Exercise details:
Quote exactly and only this range of lines in the data below: the line that holds "ctx.stroke(path);" to the line that holds "977,28C982,19 976,9 980,1ZM950,126L965,139L955,163L938,162Z", both included.

Dataset content:

▬▬▬▬▬▬▬▬▬▬

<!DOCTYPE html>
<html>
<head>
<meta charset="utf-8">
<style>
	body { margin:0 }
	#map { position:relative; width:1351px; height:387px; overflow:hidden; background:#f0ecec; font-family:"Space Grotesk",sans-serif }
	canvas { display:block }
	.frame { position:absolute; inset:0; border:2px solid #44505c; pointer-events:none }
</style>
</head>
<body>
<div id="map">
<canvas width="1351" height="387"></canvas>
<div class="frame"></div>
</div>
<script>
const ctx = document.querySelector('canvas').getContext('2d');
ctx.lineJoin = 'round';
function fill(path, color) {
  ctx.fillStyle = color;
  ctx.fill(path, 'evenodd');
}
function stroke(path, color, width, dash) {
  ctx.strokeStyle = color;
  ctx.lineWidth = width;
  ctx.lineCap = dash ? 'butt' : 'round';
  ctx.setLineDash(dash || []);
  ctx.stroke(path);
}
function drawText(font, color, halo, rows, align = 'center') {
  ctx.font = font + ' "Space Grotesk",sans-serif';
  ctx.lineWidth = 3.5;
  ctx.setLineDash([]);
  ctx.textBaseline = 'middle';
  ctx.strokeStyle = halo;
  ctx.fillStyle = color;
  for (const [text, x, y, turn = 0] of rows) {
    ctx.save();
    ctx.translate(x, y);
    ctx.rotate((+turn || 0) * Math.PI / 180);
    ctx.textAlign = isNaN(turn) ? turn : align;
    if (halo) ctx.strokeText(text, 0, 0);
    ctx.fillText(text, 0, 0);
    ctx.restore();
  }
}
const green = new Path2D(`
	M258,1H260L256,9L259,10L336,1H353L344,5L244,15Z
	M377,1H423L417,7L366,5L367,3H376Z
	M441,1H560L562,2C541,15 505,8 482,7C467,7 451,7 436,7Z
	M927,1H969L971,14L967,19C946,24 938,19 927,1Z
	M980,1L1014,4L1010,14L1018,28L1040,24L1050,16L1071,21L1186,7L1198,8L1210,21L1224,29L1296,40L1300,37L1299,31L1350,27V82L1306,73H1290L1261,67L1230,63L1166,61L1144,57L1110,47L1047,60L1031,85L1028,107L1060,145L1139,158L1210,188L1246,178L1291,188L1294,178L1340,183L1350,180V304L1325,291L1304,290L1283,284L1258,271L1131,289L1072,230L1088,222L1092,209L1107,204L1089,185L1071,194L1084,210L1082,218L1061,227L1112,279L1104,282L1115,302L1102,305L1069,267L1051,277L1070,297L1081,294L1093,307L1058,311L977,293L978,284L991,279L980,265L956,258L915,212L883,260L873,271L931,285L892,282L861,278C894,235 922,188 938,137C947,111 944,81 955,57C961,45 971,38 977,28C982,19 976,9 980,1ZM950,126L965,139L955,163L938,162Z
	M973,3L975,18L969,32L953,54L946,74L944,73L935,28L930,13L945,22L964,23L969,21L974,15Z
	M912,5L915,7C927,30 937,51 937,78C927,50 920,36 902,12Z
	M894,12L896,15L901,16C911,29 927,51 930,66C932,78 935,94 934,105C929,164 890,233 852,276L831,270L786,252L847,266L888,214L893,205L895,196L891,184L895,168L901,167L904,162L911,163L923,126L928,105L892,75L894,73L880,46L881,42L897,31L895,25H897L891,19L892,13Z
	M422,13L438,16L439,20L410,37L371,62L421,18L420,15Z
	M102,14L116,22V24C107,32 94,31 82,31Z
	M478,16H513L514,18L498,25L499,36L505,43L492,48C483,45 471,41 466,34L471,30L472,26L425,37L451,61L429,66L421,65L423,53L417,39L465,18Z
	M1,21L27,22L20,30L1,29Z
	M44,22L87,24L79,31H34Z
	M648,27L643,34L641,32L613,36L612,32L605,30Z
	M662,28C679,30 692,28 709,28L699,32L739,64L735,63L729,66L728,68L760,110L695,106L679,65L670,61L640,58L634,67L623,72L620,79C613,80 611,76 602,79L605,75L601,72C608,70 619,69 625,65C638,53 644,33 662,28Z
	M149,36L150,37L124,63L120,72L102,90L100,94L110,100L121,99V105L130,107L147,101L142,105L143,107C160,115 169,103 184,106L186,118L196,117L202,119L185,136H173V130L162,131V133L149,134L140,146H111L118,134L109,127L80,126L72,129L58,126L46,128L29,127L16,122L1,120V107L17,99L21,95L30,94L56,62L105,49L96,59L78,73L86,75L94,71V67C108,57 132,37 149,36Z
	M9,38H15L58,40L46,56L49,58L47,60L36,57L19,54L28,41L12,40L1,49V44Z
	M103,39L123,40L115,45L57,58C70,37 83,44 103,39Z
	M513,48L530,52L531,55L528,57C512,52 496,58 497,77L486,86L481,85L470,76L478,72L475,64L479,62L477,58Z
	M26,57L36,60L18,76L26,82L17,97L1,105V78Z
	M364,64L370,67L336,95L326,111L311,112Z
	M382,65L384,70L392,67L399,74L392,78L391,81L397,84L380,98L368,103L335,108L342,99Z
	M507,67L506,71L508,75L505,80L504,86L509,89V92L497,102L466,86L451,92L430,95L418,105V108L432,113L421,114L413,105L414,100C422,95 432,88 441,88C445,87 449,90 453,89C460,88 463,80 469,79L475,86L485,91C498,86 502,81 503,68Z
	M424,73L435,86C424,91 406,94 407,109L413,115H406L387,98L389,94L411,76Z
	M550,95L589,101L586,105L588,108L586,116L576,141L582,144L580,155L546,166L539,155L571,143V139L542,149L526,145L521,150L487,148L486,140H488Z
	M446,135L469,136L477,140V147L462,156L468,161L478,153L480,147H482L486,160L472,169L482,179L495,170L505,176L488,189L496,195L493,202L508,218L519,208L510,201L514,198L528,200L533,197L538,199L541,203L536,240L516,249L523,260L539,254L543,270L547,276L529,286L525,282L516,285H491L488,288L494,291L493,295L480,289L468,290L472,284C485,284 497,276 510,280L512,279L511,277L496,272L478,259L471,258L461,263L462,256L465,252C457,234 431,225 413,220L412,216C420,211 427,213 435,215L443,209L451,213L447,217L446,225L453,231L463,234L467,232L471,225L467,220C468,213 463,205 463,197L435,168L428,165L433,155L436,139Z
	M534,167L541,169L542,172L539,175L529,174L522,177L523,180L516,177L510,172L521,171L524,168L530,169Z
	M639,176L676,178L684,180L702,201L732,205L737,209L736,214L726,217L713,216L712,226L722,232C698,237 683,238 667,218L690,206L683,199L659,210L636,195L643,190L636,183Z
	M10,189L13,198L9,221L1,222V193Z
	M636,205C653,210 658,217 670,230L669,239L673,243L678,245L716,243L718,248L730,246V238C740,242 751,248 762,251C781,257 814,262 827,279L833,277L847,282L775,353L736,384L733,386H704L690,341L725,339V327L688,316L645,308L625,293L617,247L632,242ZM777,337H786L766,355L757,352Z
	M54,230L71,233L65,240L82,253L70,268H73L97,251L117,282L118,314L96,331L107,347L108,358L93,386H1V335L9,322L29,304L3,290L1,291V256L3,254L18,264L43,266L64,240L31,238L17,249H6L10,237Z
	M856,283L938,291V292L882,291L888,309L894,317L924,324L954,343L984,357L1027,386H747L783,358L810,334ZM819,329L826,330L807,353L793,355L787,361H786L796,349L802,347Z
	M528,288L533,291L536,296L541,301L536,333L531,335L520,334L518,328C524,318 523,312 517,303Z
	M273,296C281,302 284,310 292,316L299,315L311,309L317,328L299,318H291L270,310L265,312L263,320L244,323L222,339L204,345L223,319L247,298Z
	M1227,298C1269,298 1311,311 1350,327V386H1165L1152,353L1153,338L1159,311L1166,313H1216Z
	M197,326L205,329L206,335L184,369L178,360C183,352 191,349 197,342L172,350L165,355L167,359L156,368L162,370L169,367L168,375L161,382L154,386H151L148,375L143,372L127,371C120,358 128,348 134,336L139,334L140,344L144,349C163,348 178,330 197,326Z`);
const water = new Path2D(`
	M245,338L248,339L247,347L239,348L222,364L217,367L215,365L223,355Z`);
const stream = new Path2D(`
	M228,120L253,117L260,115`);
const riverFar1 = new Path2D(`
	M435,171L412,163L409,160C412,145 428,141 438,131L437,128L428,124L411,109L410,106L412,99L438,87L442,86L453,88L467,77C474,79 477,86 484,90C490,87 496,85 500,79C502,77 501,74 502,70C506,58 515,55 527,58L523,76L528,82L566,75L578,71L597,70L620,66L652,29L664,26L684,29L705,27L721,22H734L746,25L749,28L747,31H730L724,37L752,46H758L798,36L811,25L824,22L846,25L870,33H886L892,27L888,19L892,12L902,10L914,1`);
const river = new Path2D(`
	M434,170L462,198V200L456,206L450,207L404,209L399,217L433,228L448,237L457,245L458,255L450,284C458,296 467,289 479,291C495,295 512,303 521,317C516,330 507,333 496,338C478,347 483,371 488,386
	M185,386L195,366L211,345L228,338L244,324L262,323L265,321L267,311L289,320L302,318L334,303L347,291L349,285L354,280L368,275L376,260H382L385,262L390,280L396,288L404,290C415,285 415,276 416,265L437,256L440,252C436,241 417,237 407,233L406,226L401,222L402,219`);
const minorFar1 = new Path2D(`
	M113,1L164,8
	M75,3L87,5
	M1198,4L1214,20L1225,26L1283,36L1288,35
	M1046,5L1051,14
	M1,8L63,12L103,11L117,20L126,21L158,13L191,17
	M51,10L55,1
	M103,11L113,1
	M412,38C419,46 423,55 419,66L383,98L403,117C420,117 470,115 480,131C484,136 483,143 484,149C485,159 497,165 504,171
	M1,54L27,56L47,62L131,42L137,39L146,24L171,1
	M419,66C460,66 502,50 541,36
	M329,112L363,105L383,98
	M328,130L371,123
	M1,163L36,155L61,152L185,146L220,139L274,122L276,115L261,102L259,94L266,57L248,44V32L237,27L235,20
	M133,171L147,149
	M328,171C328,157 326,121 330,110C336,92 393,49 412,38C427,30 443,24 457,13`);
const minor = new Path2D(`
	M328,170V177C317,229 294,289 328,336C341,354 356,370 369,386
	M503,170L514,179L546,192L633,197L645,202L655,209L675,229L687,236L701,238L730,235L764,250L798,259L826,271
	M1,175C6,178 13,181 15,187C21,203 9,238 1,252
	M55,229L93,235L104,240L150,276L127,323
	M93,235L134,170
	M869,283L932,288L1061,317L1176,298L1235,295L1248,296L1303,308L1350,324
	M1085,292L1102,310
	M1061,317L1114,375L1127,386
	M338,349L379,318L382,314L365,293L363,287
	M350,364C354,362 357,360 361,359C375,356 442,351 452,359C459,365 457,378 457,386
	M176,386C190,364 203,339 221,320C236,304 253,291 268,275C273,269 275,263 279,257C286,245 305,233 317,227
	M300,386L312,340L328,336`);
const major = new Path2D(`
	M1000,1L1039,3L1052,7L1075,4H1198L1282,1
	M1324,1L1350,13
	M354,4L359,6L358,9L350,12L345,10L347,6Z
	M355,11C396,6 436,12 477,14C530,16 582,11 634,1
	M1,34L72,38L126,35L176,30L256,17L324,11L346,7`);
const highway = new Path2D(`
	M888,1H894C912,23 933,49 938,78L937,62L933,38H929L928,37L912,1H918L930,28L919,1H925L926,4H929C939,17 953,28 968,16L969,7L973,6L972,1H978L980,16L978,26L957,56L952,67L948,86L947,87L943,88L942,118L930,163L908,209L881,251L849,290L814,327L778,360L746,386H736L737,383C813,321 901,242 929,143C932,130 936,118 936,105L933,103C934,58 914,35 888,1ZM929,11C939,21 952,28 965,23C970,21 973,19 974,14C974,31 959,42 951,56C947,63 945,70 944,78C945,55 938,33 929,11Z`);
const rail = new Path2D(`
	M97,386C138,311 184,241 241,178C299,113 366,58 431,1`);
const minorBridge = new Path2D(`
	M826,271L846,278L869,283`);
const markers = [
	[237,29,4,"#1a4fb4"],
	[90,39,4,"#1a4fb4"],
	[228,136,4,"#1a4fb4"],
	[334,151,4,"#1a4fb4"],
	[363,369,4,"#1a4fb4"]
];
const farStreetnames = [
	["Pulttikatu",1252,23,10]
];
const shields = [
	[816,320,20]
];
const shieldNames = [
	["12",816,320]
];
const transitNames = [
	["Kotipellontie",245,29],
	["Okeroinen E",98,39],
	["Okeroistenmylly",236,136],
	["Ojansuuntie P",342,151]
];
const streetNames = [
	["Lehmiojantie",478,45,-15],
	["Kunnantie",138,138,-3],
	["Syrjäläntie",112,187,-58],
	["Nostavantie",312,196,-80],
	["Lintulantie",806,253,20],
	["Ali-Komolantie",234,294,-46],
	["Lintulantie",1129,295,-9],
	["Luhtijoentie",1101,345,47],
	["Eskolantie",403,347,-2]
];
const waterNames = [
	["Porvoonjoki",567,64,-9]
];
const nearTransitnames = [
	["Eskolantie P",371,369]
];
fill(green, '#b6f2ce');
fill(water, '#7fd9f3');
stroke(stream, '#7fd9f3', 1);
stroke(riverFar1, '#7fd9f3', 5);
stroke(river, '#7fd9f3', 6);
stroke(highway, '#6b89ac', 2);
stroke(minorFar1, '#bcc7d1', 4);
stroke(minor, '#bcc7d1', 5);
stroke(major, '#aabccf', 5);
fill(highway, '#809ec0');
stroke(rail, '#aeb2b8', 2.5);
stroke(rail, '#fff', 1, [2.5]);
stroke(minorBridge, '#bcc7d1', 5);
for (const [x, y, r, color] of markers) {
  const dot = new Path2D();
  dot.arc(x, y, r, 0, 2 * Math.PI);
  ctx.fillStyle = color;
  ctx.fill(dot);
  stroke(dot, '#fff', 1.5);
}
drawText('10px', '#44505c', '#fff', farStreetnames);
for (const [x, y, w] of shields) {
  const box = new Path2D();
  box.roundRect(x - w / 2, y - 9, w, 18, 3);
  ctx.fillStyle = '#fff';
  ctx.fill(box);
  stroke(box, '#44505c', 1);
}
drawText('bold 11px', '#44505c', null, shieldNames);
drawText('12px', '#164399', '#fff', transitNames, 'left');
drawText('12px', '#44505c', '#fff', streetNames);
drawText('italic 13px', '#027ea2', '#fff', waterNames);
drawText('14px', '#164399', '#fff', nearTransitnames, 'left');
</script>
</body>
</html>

▬▬▬▬▬▬▬▬▬▬

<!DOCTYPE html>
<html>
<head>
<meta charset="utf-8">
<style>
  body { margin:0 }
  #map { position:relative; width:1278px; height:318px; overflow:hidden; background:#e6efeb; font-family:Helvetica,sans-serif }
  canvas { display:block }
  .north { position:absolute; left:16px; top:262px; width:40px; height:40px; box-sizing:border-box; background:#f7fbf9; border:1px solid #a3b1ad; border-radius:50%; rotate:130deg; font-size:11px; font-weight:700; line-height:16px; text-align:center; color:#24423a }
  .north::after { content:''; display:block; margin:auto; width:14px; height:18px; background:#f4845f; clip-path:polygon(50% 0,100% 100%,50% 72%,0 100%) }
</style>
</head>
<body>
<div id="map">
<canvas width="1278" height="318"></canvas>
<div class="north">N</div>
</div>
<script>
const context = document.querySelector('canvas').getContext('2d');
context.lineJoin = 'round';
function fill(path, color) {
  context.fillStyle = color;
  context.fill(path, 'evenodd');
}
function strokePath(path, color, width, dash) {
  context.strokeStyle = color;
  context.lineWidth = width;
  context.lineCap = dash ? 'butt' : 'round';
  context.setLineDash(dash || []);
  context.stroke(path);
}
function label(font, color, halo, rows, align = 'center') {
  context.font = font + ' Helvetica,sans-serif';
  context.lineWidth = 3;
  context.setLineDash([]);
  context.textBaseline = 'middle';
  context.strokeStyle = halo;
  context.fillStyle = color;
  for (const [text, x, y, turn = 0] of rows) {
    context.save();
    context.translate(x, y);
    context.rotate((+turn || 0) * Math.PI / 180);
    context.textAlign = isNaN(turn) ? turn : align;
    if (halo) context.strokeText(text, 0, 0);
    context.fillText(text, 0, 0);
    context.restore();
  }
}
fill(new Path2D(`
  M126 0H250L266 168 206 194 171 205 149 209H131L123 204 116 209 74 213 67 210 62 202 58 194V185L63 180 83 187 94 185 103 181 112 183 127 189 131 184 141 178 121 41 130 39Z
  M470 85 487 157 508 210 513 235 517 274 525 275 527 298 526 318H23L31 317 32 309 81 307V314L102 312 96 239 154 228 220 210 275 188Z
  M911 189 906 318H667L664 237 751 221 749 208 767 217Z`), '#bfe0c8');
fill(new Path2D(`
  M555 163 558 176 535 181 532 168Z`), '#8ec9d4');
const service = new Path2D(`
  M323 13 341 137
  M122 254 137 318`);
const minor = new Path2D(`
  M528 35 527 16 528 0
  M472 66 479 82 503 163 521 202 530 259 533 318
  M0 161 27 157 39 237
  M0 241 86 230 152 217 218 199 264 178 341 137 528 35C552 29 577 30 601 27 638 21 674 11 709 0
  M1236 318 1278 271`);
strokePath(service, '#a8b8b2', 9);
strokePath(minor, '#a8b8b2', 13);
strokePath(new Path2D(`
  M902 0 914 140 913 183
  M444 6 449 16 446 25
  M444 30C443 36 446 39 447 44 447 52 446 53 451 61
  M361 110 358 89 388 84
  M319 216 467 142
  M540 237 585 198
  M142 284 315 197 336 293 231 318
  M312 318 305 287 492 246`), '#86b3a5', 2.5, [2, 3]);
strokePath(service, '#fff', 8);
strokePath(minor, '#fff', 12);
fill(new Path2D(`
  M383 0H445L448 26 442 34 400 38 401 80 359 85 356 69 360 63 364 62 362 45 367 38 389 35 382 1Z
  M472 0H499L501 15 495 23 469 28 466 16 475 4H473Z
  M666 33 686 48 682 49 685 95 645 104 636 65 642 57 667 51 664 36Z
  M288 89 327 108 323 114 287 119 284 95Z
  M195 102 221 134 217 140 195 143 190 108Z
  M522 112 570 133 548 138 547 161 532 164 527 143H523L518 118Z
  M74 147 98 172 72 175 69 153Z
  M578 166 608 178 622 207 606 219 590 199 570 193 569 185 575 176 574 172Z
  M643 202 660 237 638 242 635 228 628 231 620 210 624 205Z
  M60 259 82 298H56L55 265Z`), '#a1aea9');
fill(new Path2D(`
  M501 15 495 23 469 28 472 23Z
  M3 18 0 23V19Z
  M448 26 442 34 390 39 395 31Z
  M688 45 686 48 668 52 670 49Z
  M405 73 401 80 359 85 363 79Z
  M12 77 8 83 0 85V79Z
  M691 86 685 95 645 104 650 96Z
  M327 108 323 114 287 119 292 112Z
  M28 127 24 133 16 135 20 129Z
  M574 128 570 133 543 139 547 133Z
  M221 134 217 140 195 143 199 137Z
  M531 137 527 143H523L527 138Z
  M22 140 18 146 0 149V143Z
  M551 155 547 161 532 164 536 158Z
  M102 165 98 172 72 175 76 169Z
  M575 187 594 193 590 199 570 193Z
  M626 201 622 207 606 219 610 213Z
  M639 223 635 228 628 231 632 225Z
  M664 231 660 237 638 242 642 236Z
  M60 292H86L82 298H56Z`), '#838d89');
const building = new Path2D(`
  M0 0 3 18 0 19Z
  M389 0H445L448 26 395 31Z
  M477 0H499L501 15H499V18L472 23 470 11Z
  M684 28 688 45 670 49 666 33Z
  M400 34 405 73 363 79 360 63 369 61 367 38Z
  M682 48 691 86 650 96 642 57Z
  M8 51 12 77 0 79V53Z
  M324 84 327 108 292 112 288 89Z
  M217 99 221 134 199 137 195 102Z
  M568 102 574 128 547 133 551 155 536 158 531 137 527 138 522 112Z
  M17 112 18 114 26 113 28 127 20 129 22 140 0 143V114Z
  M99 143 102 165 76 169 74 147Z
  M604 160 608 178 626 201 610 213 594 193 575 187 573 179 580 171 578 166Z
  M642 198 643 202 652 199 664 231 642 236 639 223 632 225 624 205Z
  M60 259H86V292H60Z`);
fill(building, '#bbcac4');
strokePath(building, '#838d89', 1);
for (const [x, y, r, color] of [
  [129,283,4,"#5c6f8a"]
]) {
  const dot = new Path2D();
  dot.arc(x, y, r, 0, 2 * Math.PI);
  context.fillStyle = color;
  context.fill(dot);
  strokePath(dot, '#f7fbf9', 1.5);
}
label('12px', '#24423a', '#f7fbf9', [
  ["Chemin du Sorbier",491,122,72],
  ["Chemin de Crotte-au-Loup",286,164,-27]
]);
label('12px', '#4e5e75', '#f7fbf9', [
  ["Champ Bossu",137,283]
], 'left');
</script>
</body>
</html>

▬▬▬▬▬▬▬▬▬▬

Exercise solution:
  ctx.stroke(path);
}
function drawText(font, color, halo, rows, align = 'center') {
  ctx.font = font + ' "Space Grotesk",sans-serif';
  ctx.lineWidth = 3.5;
  ctx.setLineDash([]);
  ctx.textBaseline = 'middle';
  ctx.strokeStyle = halo;
  ctx.fillStyle = color;
  for (const [text, x, y, turn = 0] of rows) {
    ctx.save();
    ctx.translate(x, y);
    ctx.rotate((+turn || 0) * Math.PI / 180);
    ctx.textAlign = isNaN(turn) ? turn : align;
    if (halo) ctx.strokeText(text, 0, 0);
    ctx.fillText(text, 0, 0);
    ctx.restore();
  }
}
const green = new Path2D(`
	M258,1H260L256,9L259,10L336,1H353L344,5L244,15Z
	M377,1H423L417,7L366,5L367,3H376Z
	M441,1H560L562,2C541,15 505,8 482,7C467,7 451,7 436,7Z
	M927,1H969L971,14L967,19C946,24 938,19 927,1Z
	M980,1L1014,4L1010,14L1018,28L1040,24L1050,16L1071,21L1186,7L1198,8L1210,21L1224,29L1296,40L1300,37L1299,31L1350,27V82L1306,73H1290L1261,67L1230,63L1166,61L1144,57L1110,47L1047,60L1031,85L1028,107L1060,145L1139,158L1210,188L1246,178L1291,188L1294,178L1340,183L1350,180V304L1325,291L1304,290L1283,284L1258,271L1131,289L1072,230L1088,222L1092,209L1107,204L1089,185L1071,194L1084,210L1082,218L1061,227L1112,279L1104,282L1115,302L1102,305L1069,267L1051,277L1070,297L1081,294L1093,307L1058,311L977,293L978,284L991,279L980,265L956,258L915,212L883,260L873,271L931,285L892,282L861,278C894,235 922,188 938,137C947,111 944,81 955,57C961,45 971,38 977,28C982,19 976,9 980,1ZM950,126L965,139L955,163L938,162Z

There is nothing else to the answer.